I do think that what you described in your reply is conceptually quite different to what you described earlier. This time, you're making a different point where what you want is mostly to increase the quantity from 1 to 2 where you don't want to change anything about quantity 1, it's already paid and will continue to be used, but you want to charge for an extra quantity. And you want that payment to be in full (no discount applied). In that case, yes the math adds up to 50€ since it's an extra quantity for half a year and no discount, but it's not the same as how you counted the refunded discount before.

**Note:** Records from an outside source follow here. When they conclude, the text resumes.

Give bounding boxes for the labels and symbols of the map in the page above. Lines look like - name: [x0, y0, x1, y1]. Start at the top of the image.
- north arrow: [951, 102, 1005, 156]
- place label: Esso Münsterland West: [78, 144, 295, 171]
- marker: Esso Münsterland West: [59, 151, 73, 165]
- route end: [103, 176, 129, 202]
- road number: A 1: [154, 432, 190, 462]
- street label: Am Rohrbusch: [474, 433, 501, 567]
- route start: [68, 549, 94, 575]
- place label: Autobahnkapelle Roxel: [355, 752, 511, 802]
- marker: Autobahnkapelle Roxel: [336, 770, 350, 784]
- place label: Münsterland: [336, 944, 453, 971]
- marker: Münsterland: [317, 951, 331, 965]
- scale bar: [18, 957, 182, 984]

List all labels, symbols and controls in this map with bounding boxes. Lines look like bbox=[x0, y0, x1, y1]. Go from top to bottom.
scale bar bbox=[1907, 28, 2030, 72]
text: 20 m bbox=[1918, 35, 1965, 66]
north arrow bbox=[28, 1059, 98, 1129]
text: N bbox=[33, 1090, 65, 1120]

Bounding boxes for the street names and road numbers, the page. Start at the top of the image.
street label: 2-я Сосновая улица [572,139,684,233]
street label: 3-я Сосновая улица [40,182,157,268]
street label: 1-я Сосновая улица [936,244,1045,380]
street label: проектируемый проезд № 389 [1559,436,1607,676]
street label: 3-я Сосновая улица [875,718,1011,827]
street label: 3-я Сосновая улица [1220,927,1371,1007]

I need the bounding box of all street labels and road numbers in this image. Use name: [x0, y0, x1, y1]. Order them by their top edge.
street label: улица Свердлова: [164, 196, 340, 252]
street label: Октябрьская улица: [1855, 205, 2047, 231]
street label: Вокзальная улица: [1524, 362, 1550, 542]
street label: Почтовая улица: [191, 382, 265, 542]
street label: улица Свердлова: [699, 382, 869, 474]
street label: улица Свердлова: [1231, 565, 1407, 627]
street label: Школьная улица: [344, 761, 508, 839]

Unfortunately, with products like Billing, there are a lot of business models and ways to charge customers. And one problem is that "the right behaviour" depends on which business model you follow. At first you might think that there's one correct way to react to an event, but it's often biased by that decision in the first place. If you're a business that doesn't refund on cancellation, you want the default behaviour to keep the Subscription active until the end of the already paid period. If you refund by default though you'd want the cancellation to be immediate and the customer to be refunded immediately.

Over the years, I've explained Billing to many developers and the way I frame this problem is that the "right default" is rarely what your intuition assumes at first. There are often so many different edge-cases that Billing will sometimes appear to choose the "wrong" default where in fact it makes a lot more sense once you take all those edge-cases and complex alternatives into account.

The real issue here is not that it's wrong or the wrong default and more that we don't offer a way to model that specific behaviour easily unless you do the math yourself. We do hope that one day we can offer an option to make a quantity increase behave by only prorating the extra quantities you're adding without touching (refunding) what has already been paid. It's something we're definitely aware of but it's unfortunately not something we can fix for now.